Como era sábado, Jonathan tuvo mucho trabajo en la tienda. El teléfono sonó varias veces. Sobre las once de la mañana la voz que le habló desde el otro extremo del hilo era la de Tom Ripley.
—Me gustaría verle hoy. Es bastante importante —dijo Tom—. ¿Puede hablar en este momento?
—Pues no.
Había un hombre ante el mostrador, enfrente de Jonathan, esperando para pagarle el cuadro que se encontraba envuelto entre los dos.
—Siento molestarle en sábado. ¿Tardará mucho en poder venir a mi casa? ¿Podrá quedarse esta noche?
Jonathan se sobresaltó ligeramente y pensó en cerrar la tienda, informar a Simone. Informarla, ¿de qué?
—Sí, claro que podré.
—¿A qué hora estará libre? Pasaré a recogerle. ¿Le parece bien a las doce del mediodía? ¿O es demasiado pronto?
—No. Me va bien.
—Le recogeré en la tienda. O en la calle. Otra cosa… traiga la pistola.
Tom colgó.
Jonathan atendió a los clientes que había en la tienda y colgó el cartelito que decía «FERME» cuando aún había alguien dentro. Se preguntó qué le habría pasado a Tom Ripley desde el día anterior. Simone estaba en casa aquella mañana, aunque los sábados por la mañana pasaba más tiempo fuera que dentro de casa, porque era el día en que hacía la compra y se encargaba de otras cosas, tales como ir a la tintorería. Jonathan decidió escribirle una nota y echarla por el buzón de la puerta principal. A las once y cuarenta minutos la nota ya estaba escrita y Jonathan salió de la tienda. Echó a andar por la Rue de la Paroisse, que era el camino más corto para llegar a casa y también donde más probabilidades había de tropezarse con Simone, pero no se cruzó con ella. Echó la carta por la ranura que decía «LETTRES» y regresó rápidamente por donde había venido. La nota decía:
«Querida: No vendré a comer ni a cenar y he cerrado la tienda. Me ofrecen un trabajo importante algo lejos de aquí y han pasado a recogerme en coche.
J.»
La nota era poco explícita, cosa nada propia de él. Y, sin embargo, ¿cómo podían las cosas resultar peores de lo que ya habían sido aquella mañana?

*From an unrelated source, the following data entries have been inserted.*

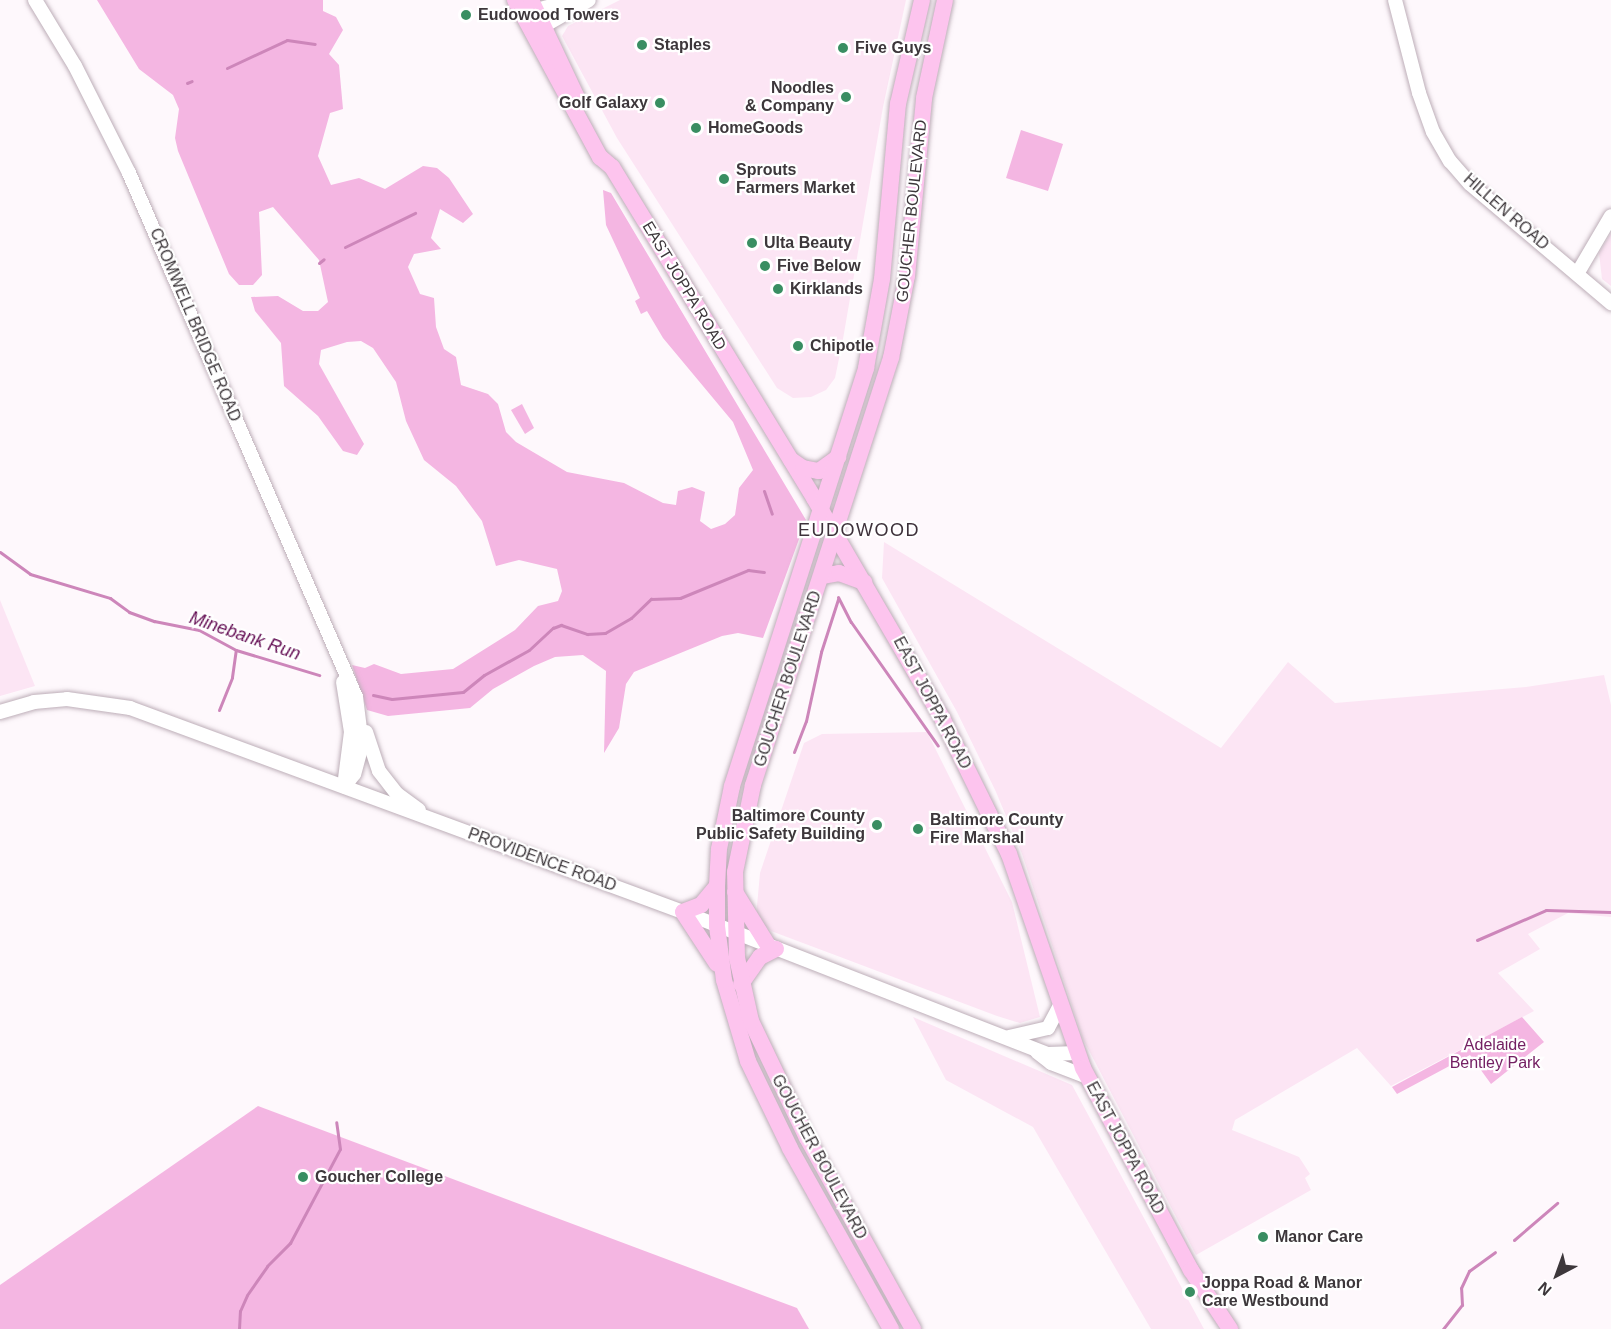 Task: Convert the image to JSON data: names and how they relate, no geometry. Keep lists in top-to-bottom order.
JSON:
{
  "streets": {
    "main road": ["GOUCHER BOULEVARD", "EAST JOPPA ROAD"],
    "street": ["HILLEN ROAD", "CROMWELL BRIDGE ROAD", "PROVIDENCE ROAD"]
  },
  "crossings": [
    ["GOUCHER BOULEVARD", "EAST JOPPA ROAD"],
    ["GOUCHER BOULEVARD", "PROVIDENCE ROAD"],
    ["EAST JOPPA ROAD", "PROVIDENCE ROAD"],
    ["CROMWELL BRIDGE ROAD", "PROVIDENCE ROAD"]
  ],
  "districts": ["EUDOWOOD"],
  "water": ["Minebank Run"],
  "parks": ["Adelaide Bentley Park"],
  "places": [
    "Eudowood Towers",
    "Staples",
    "Five Guys",
    "Noodles & Company",
    "Golf Galaxy",
    "HomeGoods",
    "Sprouts Farmers Market",
    "Ulta Beauty",
    "Five Below",
    "Kirklands",
    "Chipotle",
    "Baltimore County Public Safety Building",
    "Baltimore County Fire Marshal",
    "Goucher College",
    "Manor Care",
    "Joppa Road & Manor Care Westbound"
  ],
  "north": "bottom left"
} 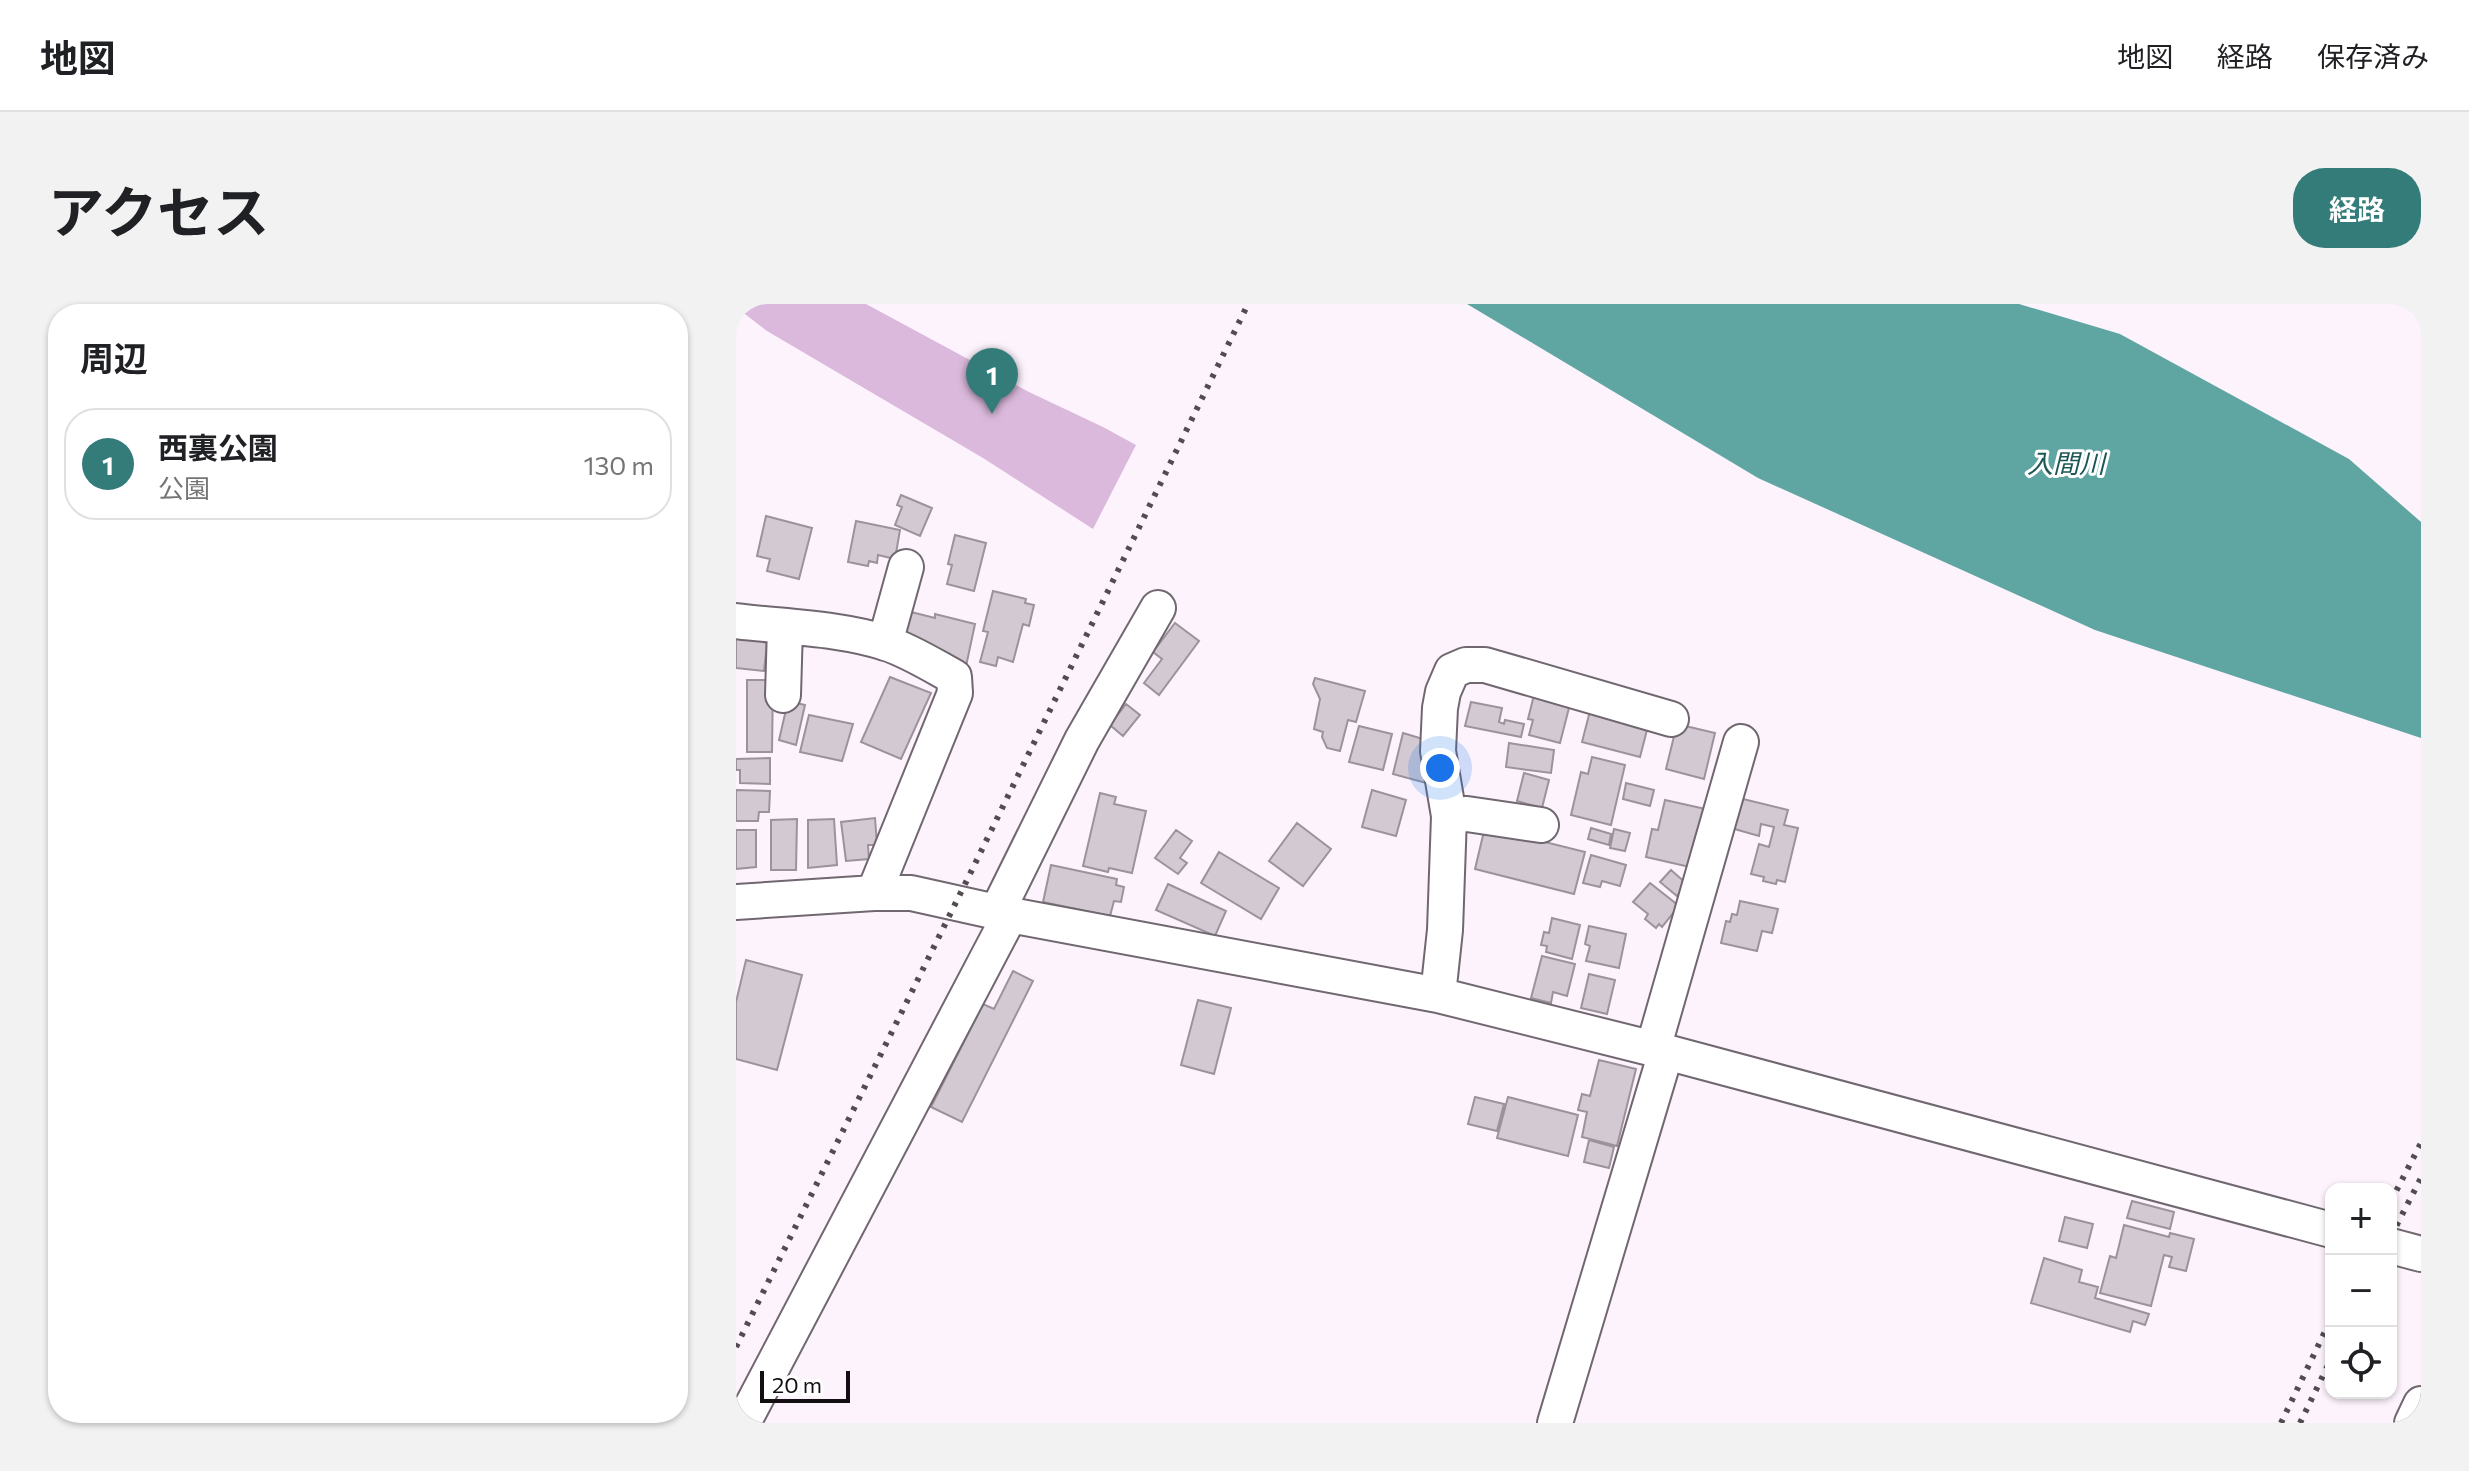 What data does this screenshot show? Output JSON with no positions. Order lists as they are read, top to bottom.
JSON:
{
  "water": ["入間川"],
  "scale_bar": "20 m",
  "page": {
    "header": "地図",
    "nav": ["地図", "経路", "保存済み"],
    "title": "アクセス",
    "buttons": "経路",
    "heading": "周辺",
    "pins": "1",
    "list": [
      {
        "mark": "1",
        "name": "西裏公園",
        "note": "公園",
        "value": "130 m"
      }
    ],
    "map_buttons": ["+", "−"],
    "scale": "20 m"
  }
}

Jonathan volvió a entrar en el establecimiento, cogió su vieja gabardina y se metió la pistola italiana en el bolsillo. Al salir de nuevo, vio que se acercaba el Renault verde de Tom. Ripley abrió la portezuela, casi sin detener el vehículo y Jonathan subió.
—¡Buenos días! — saludó Tom—. ¿Qué tal andan las cosas?
—¿En casa? — muy a su pesar, Jonathan buscaba con los ojos a Simone entre las personas que transitaban por la calle—. Me temo que no muy bien.
A Tom no le costó imaginárselo.
—¿Pero usted se encuentra bien?
—Sí, gracias.
Al llegar al Prisunic, Tom viró hacia la derecha y cogió la Rue Grande.
—Recibí otra llamada telefónica —dijo Tom—. Mejor dicho, la recibió mi ama de llaves. Igual que la otra vez: número equivocado. Ella no dijo de quién era la casa, pero me ha puesto nervioso. A propósito, he mandado al ama de llaves y también a mi esposa a pasar unos días fuera de casa. Tengo la corazonada de que podría ocurrir algo. Así que le he llamado para que me ayude a defender el fuerte. No puedo recurrir a nadie más. No me atrevo a avisar a la policía para que vigile la casa. Si encontrasen un par de mafiosos merodeando por los alrededores, empezarían a hacerme preguntas desagradables, desde luego.
Jonathan ya lo sabía.
—Aún no hemos llegado —Tom pasó junto al Monumento y entró en la carretera que conducía a Villeperce—, así que todavía tiene tiempo de echarse atrás. Gustosamente volveré a llevarle a Fontainebleau y no hará falta que se disculpe por no querer unirse a mí. Puede que haya peligro y puede que no lo haya. Pero a dos personas les resultará más fácil vigilar la casa.
—Sí.
Jonathan se sentía curiosamente paralizado.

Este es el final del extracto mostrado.